Amina saute dans les bras de sa jumelle avant d’embrasser son père.
— Ma princesse, tu m’as tellement manqué ! Fallait me dire que tu étais en chemin !
— Je voulais te faire une surprise, tu m’as manqué papa. Je suis venue avec tonton Khalifa et tata Fatima !
— Tu nous as trop manqué, dit Nafissa, les larmes aux yeux.
Elle prend la main de sa jumelle et la regarde avec beaucoup d’admiration.
— Papa, Nafissa… j’ai tout entendu, murmure‑t‑elle, la voix tremblante mais ferme. Gaya m’a fait du bien mais je ne veux pas fuir éternellement. Khassimou m’a brisée mais Nafissa a raison, je suis une Bathily. Si Arrahmane Immo peut nous permettre de tenir tête à Maimouna et à sa famille, je veux essayer. Mais qui est ce Djamil ? Et ce Kalthoum Motors, c’est quoi ? Pourquoi vend‑il les biens de sa propre famille ?
Le père échange un regard grave avec Nafissa, ses doigts serrant le chapelet. Il pose une main sur l’épaule d’Amina.
— Amina, ma princesse, Djamil n’est pas le fils de Maimouna. C’est le fils d’Oumou Kathoum, la première épouse de Gora Diagne. Il vend ses biens, maison, terrain et maintenant des voitures via Kalthoum Motors pour se venger. Arrahmane Immo pourrait être une force pour nous mais aussi un défi lancé aux Diagne. Es‑tu prête pour ce nouveau défi ?
— Je suis déjà excitée comme tu le vois, papa !
Nafissa se lève, les yeux brillants, elle s’approche d’Amina et pose une main sur son bras, un sourire encourageant aux lèvres.
— Nous sommes jumelles, on affronte tout ensemble. Tu es plus forte que tu ne le penses et avec Arrahmane Immo on va montrer à Maimouna, à Khassimou, à Oulèye et même à ce Djamil que les Bathily ne tombent jamais ! In Shaa Allah, on bâtit un empire et toi tu seras à la tête avec moi !
— Bon, j’ai décidé de ne pas signer ce contrat avec Djamil et vous pourrez créer votre entreprise.

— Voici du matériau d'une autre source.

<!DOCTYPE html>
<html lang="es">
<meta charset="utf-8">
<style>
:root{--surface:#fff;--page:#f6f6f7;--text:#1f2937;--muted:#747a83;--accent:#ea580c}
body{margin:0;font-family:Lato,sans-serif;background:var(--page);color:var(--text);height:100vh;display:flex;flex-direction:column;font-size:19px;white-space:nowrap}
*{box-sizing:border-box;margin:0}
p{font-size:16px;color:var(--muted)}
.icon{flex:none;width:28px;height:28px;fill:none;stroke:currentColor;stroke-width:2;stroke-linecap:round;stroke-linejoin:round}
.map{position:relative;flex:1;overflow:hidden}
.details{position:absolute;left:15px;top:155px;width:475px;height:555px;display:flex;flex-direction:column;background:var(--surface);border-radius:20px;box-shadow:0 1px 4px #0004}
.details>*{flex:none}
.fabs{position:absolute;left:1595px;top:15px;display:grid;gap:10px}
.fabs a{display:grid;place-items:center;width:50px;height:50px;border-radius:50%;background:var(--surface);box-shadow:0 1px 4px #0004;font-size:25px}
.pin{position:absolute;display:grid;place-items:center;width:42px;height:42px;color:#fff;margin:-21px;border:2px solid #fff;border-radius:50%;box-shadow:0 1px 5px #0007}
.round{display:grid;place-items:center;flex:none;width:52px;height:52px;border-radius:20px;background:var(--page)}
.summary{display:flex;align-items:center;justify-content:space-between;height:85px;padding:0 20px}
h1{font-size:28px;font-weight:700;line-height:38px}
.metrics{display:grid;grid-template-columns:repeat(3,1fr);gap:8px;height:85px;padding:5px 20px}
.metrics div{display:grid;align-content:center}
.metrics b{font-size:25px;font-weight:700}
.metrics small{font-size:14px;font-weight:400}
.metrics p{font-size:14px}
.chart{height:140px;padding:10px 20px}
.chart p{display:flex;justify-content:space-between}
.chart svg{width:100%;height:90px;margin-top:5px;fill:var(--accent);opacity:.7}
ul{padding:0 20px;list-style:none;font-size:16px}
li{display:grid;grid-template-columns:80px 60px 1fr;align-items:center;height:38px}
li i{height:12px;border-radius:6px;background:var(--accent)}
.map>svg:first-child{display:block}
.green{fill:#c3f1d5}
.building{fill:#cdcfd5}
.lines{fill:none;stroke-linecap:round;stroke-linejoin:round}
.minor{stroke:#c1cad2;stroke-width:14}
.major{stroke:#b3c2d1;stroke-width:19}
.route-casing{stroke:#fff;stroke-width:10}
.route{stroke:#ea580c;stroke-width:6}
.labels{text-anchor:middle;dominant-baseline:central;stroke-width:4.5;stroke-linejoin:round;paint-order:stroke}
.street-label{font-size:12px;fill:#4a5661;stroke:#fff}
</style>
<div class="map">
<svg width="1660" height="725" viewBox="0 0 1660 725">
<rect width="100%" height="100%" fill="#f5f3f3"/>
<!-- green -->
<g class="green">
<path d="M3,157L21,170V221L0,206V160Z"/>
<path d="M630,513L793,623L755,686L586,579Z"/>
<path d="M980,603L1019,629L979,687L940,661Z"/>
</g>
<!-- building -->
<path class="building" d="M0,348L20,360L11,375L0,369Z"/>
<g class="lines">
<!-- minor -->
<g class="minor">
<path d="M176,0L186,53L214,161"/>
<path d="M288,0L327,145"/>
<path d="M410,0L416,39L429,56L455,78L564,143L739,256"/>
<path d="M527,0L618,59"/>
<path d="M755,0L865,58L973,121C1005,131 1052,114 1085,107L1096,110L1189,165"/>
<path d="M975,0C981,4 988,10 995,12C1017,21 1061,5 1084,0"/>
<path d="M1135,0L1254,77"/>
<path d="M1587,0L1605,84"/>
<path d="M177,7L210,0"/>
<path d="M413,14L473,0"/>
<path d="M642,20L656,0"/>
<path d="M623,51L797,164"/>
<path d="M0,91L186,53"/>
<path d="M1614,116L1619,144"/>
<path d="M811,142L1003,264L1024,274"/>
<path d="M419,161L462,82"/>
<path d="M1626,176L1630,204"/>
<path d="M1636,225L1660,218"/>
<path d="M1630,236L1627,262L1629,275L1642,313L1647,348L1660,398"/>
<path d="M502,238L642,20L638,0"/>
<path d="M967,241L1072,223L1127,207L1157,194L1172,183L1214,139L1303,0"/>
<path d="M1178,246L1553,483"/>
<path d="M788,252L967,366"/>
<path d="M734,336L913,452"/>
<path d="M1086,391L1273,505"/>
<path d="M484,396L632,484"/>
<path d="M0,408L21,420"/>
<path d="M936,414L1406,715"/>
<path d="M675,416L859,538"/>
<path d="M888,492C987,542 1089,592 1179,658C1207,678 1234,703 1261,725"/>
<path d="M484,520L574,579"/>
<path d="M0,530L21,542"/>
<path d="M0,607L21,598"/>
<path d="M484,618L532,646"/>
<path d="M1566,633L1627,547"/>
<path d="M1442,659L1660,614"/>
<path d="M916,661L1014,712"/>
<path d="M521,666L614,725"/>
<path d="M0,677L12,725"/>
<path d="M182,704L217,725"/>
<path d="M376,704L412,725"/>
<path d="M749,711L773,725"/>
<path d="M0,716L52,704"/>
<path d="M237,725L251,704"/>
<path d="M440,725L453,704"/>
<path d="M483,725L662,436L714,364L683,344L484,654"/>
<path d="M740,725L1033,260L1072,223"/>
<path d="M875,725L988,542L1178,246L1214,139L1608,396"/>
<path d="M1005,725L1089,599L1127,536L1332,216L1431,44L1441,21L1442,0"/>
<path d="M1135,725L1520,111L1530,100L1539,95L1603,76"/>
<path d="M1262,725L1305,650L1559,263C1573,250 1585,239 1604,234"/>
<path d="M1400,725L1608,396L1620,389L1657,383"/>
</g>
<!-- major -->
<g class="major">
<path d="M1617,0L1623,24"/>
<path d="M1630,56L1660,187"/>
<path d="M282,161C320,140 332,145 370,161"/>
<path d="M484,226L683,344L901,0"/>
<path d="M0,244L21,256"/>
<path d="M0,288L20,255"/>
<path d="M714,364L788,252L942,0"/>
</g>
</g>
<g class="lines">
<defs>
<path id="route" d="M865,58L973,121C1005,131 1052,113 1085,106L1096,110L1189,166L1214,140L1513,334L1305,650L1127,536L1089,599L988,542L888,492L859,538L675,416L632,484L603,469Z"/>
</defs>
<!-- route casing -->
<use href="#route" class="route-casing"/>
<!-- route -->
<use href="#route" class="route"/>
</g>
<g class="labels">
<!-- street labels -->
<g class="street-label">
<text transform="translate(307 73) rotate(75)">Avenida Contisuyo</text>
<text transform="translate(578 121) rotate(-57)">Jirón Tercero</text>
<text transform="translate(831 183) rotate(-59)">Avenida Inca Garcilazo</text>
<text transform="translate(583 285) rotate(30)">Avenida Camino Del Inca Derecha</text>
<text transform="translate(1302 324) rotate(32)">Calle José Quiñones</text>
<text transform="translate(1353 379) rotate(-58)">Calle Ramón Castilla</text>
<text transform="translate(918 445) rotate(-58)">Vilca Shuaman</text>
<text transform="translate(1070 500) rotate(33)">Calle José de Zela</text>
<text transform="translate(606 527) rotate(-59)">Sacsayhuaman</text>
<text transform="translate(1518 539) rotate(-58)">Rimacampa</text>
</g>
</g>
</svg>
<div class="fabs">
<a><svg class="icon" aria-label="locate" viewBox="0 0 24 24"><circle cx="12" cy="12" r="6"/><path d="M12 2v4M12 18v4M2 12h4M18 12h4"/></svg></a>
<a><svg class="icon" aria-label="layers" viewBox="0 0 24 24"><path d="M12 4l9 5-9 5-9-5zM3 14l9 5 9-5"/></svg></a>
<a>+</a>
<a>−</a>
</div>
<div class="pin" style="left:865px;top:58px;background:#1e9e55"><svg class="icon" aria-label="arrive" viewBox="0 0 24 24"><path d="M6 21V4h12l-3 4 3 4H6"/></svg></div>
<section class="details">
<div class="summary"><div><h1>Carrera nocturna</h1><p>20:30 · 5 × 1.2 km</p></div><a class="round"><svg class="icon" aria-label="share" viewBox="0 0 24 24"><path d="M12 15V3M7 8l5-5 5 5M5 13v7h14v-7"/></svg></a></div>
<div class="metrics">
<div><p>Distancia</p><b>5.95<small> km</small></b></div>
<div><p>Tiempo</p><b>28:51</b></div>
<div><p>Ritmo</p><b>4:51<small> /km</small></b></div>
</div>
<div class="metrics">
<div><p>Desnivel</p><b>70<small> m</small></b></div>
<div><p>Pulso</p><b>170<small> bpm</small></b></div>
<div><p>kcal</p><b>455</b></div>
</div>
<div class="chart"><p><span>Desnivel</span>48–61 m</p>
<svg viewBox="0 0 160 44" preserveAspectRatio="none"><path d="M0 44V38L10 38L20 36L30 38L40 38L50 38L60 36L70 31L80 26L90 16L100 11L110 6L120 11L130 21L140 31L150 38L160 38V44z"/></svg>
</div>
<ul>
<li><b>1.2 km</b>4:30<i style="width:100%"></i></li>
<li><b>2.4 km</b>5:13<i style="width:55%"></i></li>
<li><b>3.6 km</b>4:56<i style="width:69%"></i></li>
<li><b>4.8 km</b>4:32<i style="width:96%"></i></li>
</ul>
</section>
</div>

Je vais vider un des appartements en centre‑ville et vous pourriez y installer votre local ! Enfin, toi Amina, je garde Nafissa avec moi !
— Non papa, tu te trouves une nouvelle employée, je pars avec ma jumelle !
— Non Amina, je reste à Arrahmane Bank mais pourquoi tu ne travailles pas avec Abdourahmane Sow de tonton Khalifa ?
— Excellente idée ! Je vais lui en parler, je suis certaine qu’il va refuser mais je saurai le convaincre ! dit Amina malicieuse.